• [Entries shown]
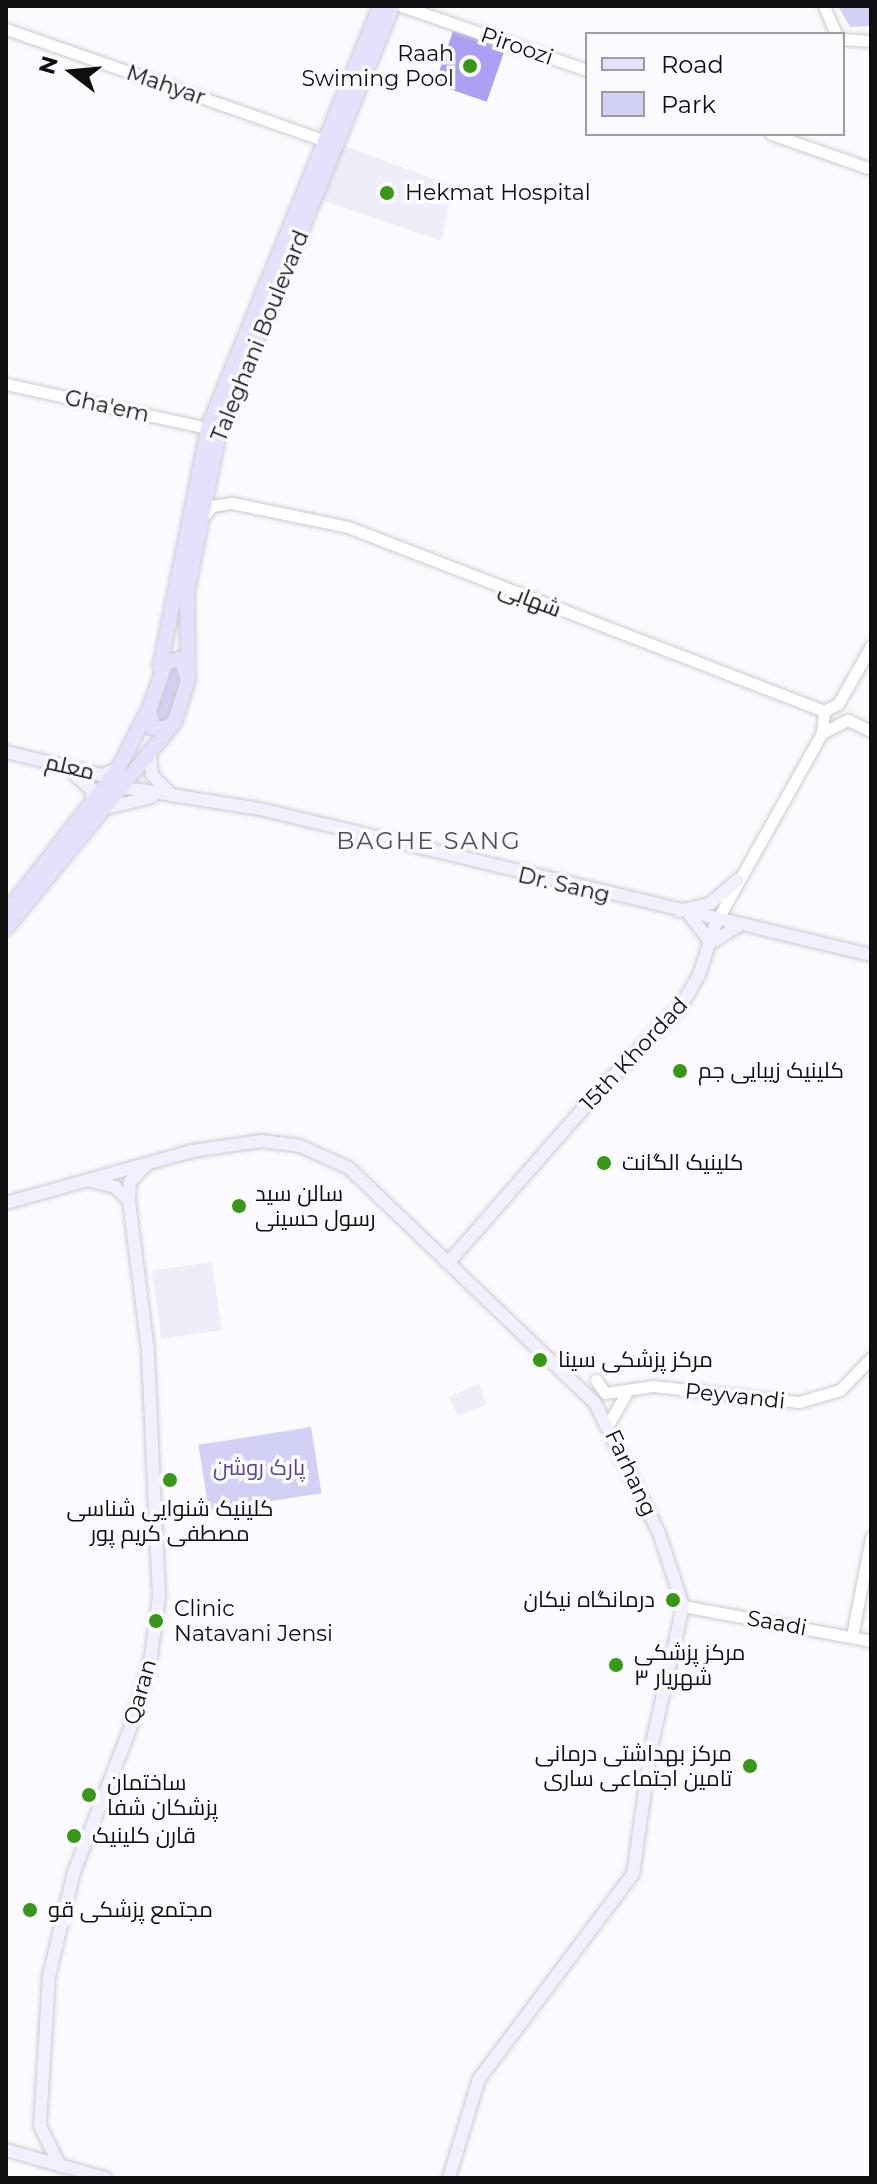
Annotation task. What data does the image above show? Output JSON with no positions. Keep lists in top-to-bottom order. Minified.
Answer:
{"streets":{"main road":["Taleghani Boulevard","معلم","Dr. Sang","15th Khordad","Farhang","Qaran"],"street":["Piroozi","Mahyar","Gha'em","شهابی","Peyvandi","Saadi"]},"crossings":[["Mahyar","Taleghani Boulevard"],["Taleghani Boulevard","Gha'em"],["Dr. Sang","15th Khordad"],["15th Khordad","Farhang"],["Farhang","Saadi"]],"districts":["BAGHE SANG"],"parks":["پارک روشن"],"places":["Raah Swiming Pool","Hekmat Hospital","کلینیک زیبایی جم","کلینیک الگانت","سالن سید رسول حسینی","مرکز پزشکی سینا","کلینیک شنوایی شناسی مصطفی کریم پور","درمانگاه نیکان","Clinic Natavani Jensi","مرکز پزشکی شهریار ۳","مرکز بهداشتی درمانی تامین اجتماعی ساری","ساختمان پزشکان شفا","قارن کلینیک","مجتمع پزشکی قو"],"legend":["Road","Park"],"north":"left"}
* * *
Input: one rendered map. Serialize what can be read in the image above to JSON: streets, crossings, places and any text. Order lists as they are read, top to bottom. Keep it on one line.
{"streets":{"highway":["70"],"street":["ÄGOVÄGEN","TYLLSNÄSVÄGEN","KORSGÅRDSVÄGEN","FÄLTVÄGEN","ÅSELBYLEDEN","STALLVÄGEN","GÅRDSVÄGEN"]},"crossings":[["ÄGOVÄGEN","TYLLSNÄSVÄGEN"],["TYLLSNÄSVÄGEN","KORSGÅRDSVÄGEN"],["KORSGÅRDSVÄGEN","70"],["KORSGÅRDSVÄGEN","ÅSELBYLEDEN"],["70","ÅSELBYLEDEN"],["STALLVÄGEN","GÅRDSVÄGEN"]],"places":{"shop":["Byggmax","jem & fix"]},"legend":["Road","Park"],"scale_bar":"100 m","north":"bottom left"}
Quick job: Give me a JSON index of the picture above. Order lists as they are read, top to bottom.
* * *
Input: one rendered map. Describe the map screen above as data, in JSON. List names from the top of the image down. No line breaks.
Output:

• [What you are asked to do] Search the data for the word "Output" and copy each line where it appears.

• [Written answer]
Annotation task. What data does the image above show? Output JSON with no positions. Keep lists in top-to-bottom order. Minified.
Output:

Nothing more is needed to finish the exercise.